Plus encore, la qualité d’une base de données clients ne se juge pas à l’aune unique de sa dimension quantitative mais surtout qualitative. Un vendeur B2B n’a pas, en effet, uniquement besoin de connaître le poste de tel ou tel acheteur ou décideur. Il a besoin de savoir quel est son pouvoir de décision dans le domaine qui le concerne, et de cartographier les relations internes et les jeux de pouvoir à l’intérieur de l’entreprise. Plus la vente est complexe, plus il doit travailler ses personas, afin de cerner au plus prêt les motivations de ses interlocuteurs et établir des stratégies commerciales intelligentes.

Cette connaissance intime du client, qui fait l’essentiel de la matière qui compose les plans de compte dans les entreprises, ne peut être le résultat de l’unique achat d’une base de données, il doit s’agir du produit d’un travail de fond.

Certes, plus le fichier de départ est qualitatif et adapté à la demande du commercial et de son métier, plus les résultats seront appréciables et rapides. Plus il sont approximatifs et plus le commercial devra se livrer à  un travail d’investigation long et important pour le qualifier.

Alors, comment comprendre que cet outil reste encore négligé par certaines entreprises du B to B. Leur erreur ? Croire que la qualité de leur offre va générer d’elle même une demande. Voilà le signe d’une incroyable naïveté et les stratégies passives sont vouées dès le départ à l’échec.

Ne pas trop accorder de valeur à son carnet d’adresses personnel

D’autres commerciaux perçoivent cette importance du fichier clients, mais ils accordent trop de valeur à leur carnet d’adresses personnel. D’une part, un carnet d’adresses vieillit vite.

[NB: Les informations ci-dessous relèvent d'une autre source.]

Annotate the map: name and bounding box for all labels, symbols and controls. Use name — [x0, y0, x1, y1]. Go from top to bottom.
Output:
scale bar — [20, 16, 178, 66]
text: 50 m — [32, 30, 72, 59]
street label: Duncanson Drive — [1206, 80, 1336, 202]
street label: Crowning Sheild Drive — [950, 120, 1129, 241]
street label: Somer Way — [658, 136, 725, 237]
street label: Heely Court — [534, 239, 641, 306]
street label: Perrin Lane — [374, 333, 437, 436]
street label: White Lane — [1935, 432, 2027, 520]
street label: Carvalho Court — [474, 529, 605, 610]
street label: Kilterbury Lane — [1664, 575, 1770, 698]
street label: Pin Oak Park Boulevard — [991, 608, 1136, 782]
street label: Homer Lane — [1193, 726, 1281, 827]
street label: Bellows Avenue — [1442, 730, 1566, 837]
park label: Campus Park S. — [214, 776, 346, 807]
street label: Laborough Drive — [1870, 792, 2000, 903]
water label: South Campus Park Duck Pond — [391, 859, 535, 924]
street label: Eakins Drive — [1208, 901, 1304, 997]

Combien de consultants sont partis la fleur au fusil en se basant uniquement sur leur réseau existant pour s’apercevoir au bout de trois ans — c’est la norme — que quasiment tous leurs contacts avaient disparu. Prospecter est donc essentiel, il faut se focaliser sur le réseau prospectif (PAN ou Potentially Active Network) et ne pas se contenter de son réseau personnel existant (CAN ou Currently Active Network) et encore moins de son réseau ancien (FAN ou Formerly Active network).

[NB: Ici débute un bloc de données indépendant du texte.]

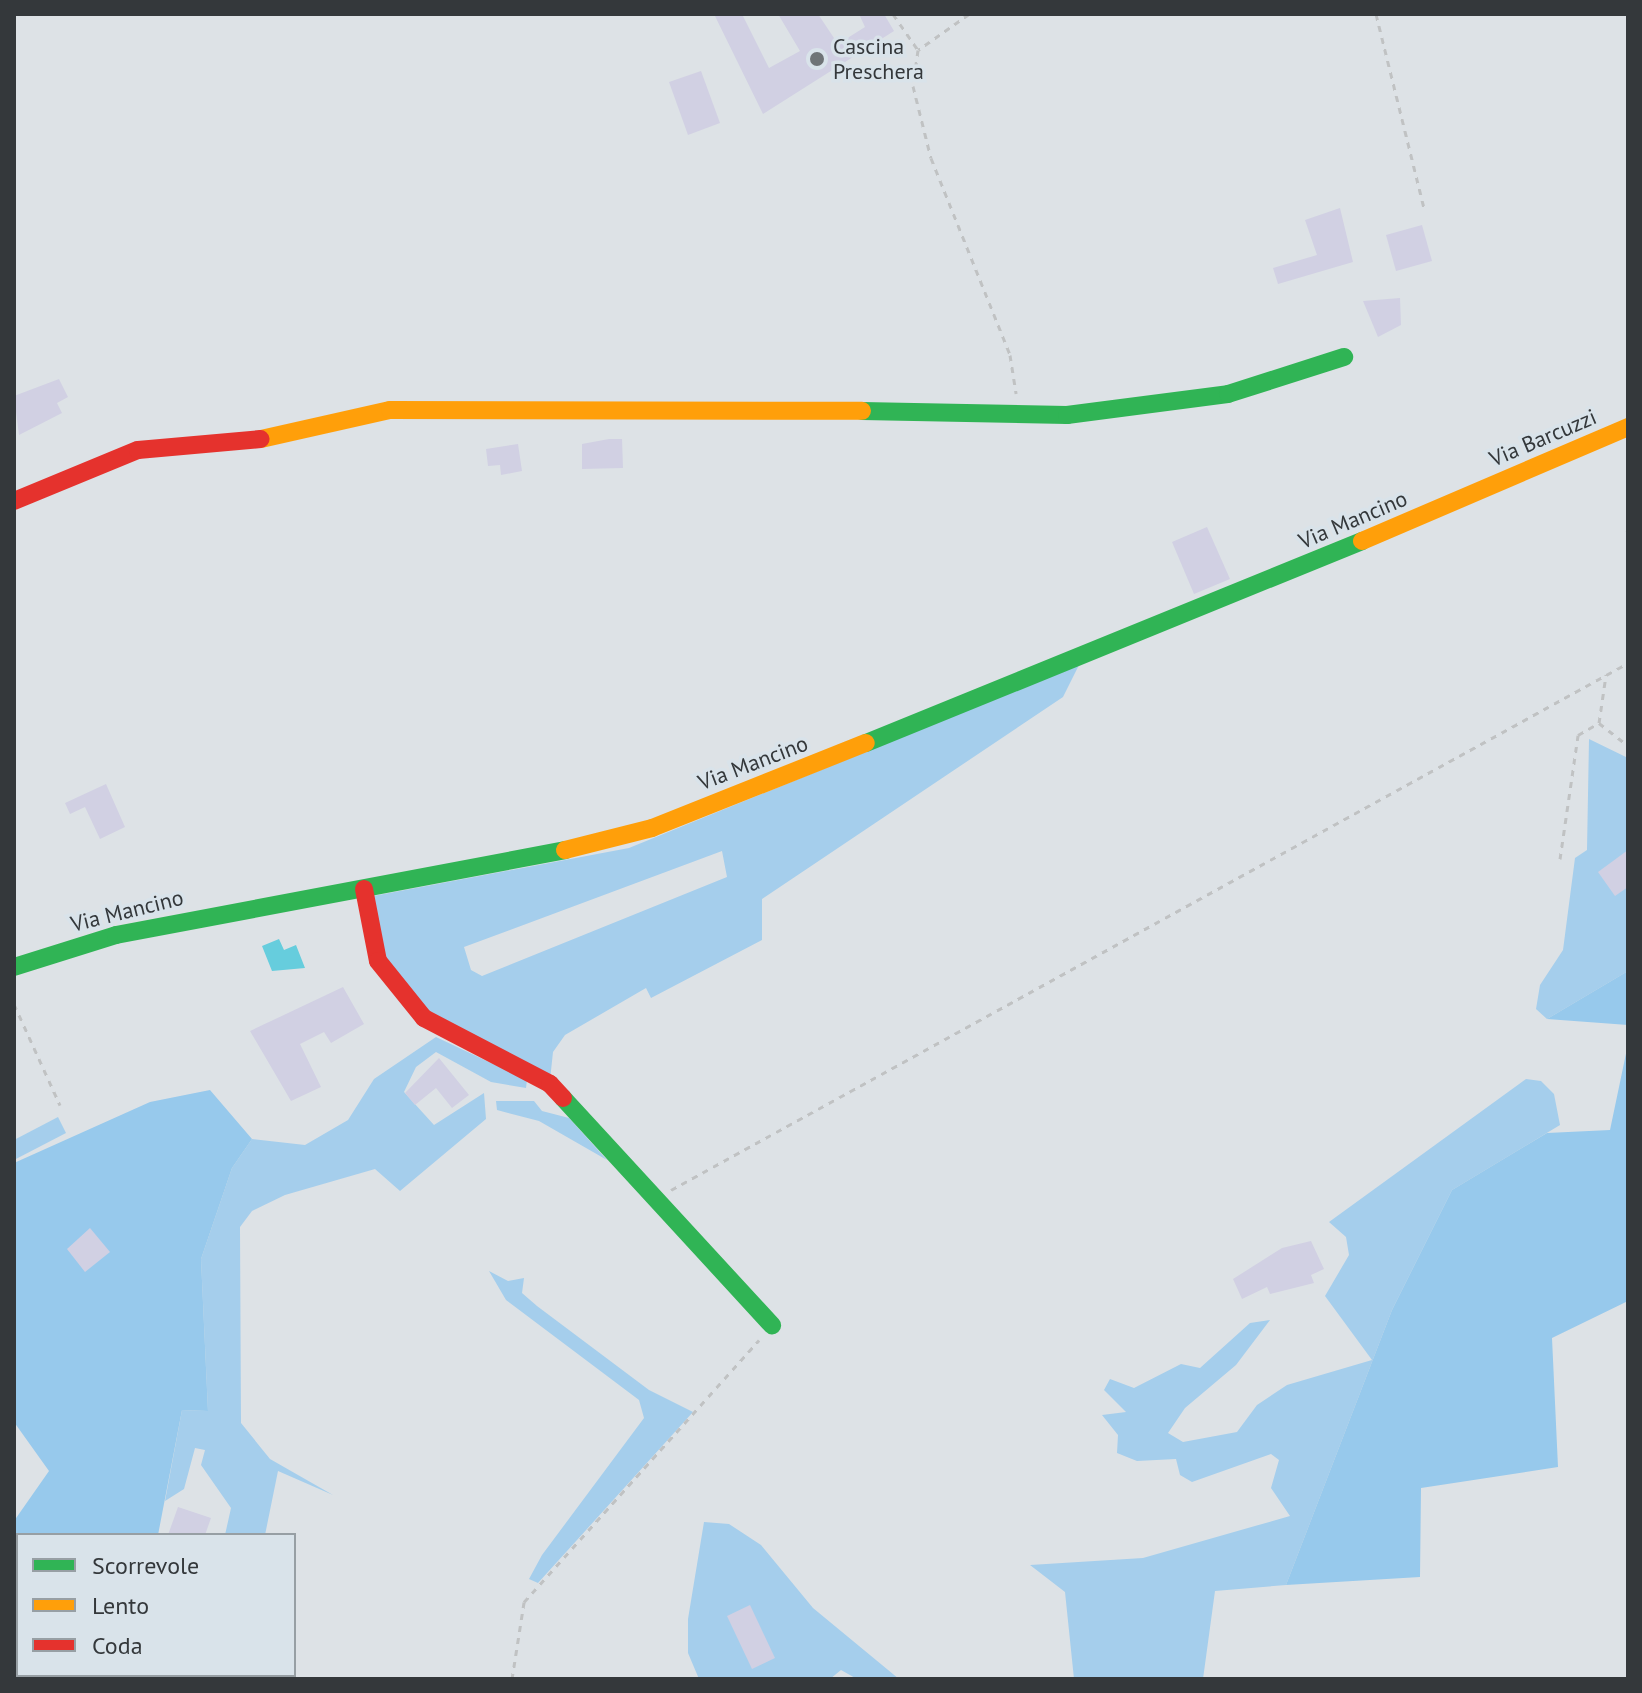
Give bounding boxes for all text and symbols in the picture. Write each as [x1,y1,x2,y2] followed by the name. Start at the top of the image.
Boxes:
[833,33,924,84] place label: Cascina Preschera
[808,50,826,68] marker: Cascina Preschera
[1485,404,1601,472] street label: Via Barcuzzi
[1295,485,1411,555] street label: Via Mancino
[695,730,811,796] street label: Via Mancino
[68,884,186,938] street label: Via Mancino
[16,1533,296,1677] legend
[92,1550,199,1581] text: Scorrevole
[92,1590,149,1621] text: Lento
[92,1630,143,1661] text: Coda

Fichier cllients - différents types de réseaux
Avec ce croquis très simple, Christian Maillaud, un des pionniers du social selling avait, il y a plus de 10 ans, expliqué parfaitement comment fonctionne un réseau humain de relations. Un fichier de prospection a lui aussi besoin de renouveau (PAN) et ce renouveau ne peut venir uniquement de votre carnet d’adresses.

En théorie, rien de tel qu’un carnet d’adresses bien rempli pour entamer sa prospection et il serait bien sûr absurde de s’en priver. Si ce n’est que cette démarche se heurte très vite au fait qu’aucun réseau n’est extensible à l’infini.

De plus, quelle que soit la richesse des relations développée par un commercial, rares seront ses contacts qui cocheront tous les critères clés de sa cible (service/produit actuellement utilisé, secteur d’activité, taille de l’entreprise, fonction exercée, objectifs de développement, etc.)

Enfin, un réseau personnel est limité par le nombre de Dunbar (environ 150 et 300 personnes au maximum) et qui plus est, lui aussi est soumis à une règle d’obsolescence.

Big Data et IA au service de l’amélioration du fichier clients

En business to business, l’incomparable atout du fichier clients se situe précisément dans la finesse de l’analyse. Grâce à la puissance de calcul désormais offerte par le big data, un outil bien paramétré sera en mesure d’identifier avec la plus grande précision les quelques dizaines, voire centaines, de prospects méritant d’être approchés au sein d’une gigantesque base de données. Mieux vaut donc pour cela, disposer d’un fichier clients de qualité et bien qualifié.